:: Data for this task
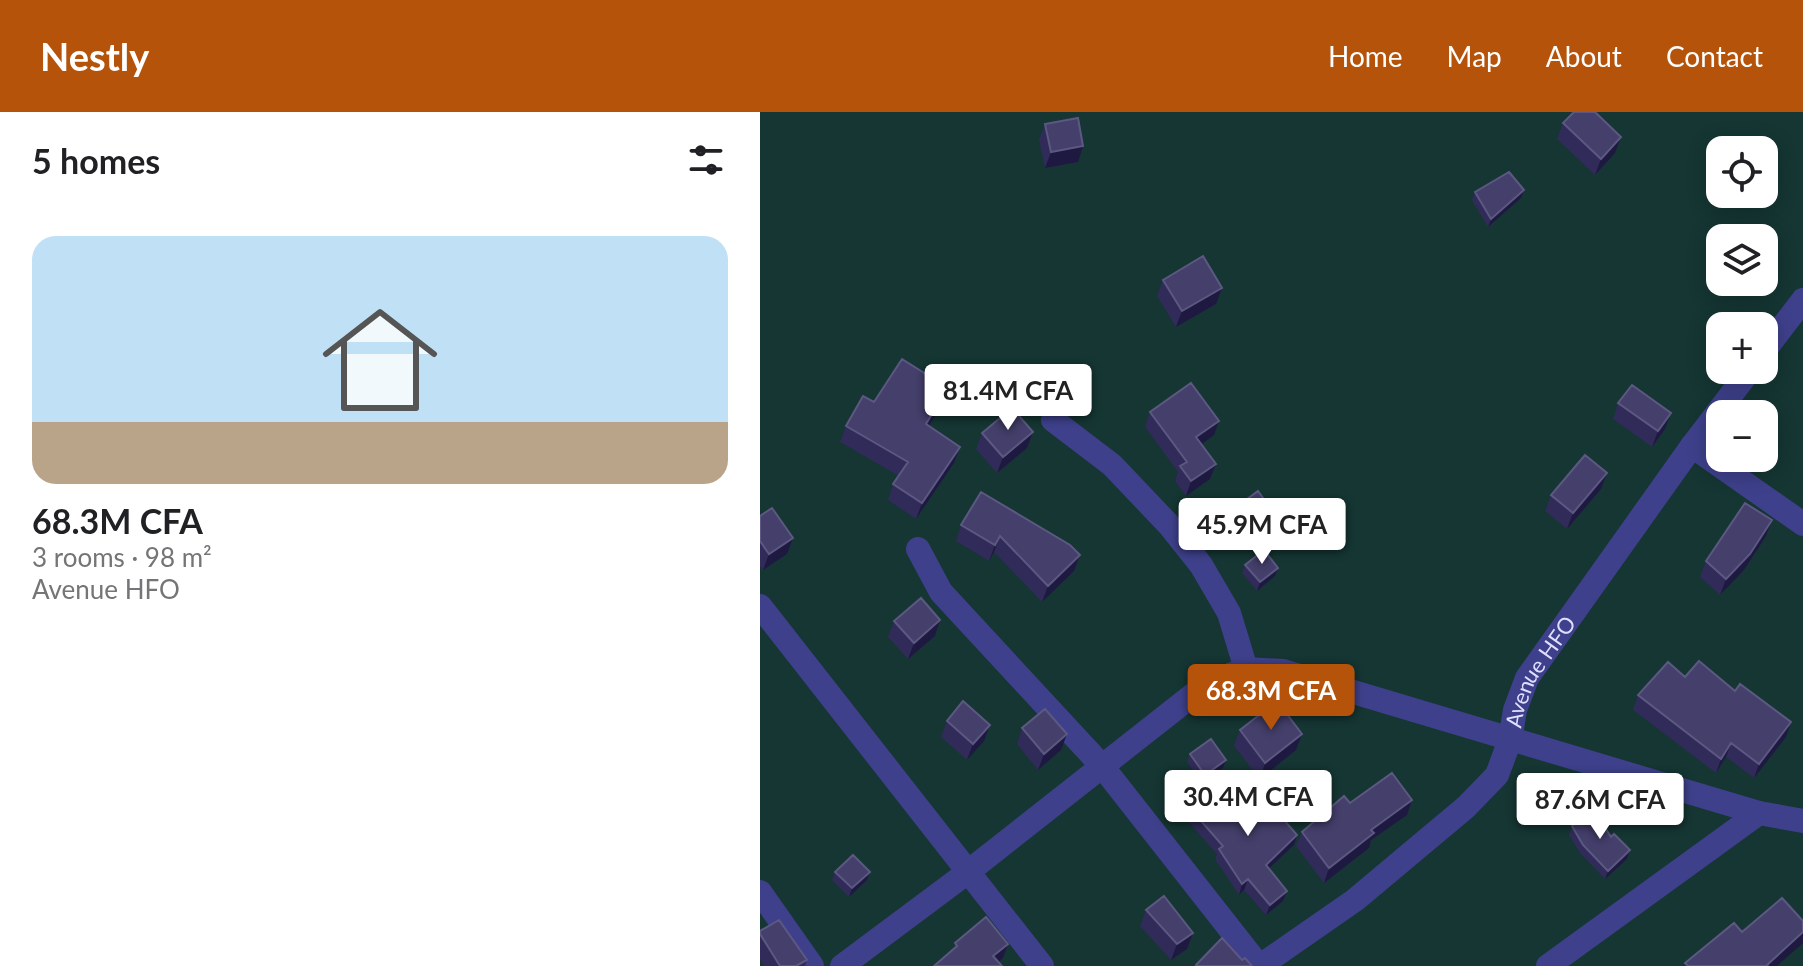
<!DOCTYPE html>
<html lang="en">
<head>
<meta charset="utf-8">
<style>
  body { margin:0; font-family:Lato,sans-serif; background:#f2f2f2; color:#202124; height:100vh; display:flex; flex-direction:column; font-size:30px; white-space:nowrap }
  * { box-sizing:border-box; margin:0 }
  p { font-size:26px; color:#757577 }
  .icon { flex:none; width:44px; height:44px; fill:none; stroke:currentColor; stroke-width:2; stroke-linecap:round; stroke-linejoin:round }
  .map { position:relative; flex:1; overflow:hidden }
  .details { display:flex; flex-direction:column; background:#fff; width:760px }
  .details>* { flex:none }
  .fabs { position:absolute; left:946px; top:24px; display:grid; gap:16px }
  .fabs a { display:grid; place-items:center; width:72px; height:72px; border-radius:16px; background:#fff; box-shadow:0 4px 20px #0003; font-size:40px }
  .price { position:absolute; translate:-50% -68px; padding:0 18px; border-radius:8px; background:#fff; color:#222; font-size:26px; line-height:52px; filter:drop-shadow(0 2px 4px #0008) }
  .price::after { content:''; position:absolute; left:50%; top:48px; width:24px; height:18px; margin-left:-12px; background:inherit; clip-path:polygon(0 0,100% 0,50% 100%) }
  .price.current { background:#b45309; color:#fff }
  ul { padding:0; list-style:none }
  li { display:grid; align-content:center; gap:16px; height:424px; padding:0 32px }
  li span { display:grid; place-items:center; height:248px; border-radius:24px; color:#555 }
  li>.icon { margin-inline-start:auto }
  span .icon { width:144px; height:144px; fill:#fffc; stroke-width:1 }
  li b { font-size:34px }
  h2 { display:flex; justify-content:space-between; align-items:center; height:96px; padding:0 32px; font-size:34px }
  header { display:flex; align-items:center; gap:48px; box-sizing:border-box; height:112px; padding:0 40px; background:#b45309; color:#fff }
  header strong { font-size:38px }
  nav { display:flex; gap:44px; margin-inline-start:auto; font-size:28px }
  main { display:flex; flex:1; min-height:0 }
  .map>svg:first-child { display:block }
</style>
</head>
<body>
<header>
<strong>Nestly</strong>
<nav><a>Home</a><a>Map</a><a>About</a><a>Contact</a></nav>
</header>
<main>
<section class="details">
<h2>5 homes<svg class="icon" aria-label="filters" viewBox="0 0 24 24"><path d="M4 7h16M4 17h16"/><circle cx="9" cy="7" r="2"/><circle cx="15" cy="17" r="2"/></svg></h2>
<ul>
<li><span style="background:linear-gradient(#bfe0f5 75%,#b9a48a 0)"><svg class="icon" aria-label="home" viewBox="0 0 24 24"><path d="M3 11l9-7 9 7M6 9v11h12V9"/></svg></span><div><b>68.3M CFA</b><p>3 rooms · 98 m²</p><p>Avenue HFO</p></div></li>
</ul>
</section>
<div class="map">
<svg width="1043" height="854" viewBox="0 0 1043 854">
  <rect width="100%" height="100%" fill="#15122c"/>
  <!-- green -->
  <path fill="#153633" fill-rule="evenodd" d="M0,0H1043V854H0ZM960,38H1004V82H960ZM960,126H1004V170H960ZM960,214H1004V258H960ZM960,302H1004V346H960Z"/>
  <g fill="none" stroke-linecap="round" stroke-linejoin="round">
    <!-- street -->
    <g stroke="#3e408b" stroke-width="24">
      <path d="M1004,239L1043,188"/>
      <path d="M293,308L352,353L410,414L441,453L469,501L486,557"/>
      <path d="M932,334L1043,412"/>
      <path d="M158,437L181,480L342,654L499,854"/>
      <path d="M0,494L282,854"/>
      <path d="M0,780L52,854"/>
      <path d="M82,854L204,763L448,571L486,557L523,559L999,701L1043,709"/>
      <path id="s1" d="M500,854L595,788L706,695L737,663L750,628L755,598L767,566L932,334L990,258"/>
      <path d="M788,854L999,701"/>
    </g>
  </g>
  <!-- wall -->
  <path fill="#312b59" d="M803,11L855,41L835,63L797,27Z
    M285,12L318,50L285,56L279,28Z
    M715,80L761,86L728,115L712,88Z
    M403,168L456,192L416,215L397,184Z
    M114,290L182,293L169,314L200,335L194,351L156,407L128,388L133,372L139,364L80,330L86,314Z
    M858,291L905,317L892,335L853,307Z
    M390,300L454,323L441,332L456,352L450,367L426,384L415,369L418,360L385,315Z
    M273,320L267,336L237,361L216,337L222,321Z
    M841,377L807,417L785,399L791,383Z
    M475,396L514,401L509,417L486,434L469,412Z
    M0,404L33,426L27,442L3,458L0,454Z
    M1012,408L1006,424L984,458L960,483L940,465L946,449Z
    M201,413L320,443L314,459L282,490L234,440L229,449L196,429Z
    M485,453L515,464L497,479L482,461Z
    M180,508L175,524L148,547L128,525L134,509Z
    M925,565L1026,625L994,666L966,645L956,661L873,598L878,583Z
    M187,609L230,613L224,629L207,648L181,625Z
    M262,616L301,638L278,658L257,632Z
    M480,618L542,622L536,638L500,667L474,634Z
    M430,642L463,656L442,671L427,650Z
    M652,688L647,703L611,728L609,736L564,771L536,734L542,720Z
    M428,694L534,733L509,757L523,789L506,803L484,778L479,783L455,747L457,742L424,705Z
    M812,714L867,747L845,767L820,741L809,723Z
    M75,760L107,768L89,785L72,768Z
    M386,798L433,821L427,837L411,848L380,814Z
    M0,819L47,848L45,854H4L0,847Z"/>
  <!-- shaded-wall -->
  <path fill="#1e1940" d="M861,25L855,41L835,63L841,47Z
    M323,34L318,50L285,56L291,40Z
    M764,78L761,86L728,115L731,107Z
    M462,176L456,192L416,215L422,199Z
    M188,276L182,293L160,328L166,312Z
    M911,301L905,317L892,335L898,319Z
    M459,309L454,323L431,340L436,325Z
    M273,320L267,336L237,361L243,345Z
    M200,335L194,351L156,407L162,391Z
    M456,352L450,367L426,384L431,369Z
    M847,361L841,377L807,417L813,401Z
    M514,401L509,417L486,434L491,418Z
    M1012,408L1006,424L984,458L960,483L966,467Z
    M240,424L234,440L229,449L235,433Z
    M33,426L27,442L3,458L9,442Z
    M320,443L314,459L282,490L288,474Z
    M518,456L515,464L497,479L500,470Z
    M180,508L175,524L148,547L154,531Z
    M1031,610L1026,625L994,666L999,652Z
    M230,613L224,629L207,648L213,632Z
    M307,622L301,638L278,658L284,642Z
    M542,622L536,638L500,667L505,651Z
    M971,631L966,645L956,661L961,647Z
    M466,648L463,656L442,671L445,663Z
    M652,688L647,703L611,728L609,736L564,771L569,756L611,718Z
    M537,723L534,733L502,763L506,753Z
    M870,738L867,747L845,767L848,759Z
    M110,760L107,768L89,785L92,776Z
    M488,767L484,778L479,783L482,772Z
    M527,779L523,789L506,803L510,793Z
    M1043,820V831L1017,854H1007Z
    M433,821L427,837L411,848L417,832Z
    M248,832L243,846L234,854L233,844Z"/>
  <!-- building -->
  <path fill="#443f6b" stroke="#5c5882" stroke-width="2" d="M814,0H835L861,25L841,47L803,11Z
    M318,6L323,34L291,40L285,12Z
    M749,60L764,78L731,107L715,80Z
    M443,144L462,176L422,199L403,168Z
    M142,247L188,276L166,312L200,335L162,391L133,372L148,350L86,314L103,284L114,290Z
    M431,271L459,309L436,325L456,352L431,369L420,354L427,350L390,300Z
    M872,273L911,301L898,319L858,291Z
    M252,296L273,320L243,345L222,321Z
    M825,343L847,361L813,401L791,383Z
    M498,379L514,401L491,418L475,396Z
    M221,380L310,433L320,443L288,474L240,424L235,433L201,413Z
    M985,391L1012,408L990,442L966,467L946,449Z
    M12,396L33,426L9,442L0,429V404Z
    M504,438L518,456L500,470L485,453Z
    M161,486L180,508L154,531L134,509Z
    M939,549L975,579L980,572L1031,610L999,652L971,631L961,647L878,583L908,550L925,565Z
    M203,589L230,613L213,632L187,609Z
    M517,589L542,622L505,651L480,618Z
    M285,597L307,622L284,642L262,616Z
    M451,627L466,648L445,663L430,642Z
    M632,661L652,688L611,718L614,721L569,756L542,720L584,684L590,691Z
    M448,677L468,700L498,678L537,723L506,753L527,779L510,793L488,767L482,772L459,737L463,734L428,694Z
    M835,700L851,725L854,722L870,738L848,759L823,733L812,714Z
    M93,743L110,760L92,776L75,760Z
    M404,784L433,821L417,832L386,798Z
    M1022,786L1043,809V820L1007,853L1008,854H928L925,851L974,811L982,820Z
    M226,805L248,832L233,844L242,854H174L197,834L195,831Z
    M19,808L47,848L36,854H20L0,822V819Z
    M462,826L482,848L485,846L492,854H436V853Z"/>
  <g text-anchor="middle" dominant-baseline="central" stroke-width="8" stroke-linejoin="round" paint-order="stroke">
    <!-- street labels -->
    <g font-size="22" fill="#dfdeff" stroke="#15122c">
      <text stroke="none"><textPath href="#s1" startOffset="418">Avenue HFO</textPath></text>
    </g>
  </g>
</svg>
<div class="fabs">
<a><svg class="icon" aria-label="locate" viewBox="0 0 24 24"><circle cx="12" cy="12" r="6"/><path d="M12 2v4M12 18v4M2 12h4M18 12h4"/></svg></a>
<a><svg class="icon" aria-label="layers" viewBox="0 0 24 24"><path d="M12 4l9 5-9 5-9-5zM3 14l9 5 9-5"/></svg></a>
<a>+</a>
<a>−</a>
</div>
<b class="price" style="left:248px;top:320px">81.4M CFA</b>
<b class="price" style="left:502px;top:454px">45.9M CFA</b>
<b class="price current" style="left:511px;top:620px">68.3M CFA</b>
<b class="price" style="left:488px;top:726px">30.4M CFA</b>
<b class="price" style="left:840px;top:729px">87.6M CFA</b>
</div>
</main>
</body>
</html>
::::
**Assignment**
Looking at the records above, return exactly the lines from the line with "display:grid; align-content:center; gap:16px;" to the line with "width:144px; height:144px; fill:#fffc;", both ends included.

**Result of the exercise**
  li { display:grid; align-content:center; gap:16px; height:424px; padding:0 32px }
  li span { display:grid; place-items:center; height:248px; border-radius:24px; color:#555 }
  li>.icon { margin-inline-start:auto }
  span .icon { width:144px; height:144px; fill:#fffc; stroke-width:1 }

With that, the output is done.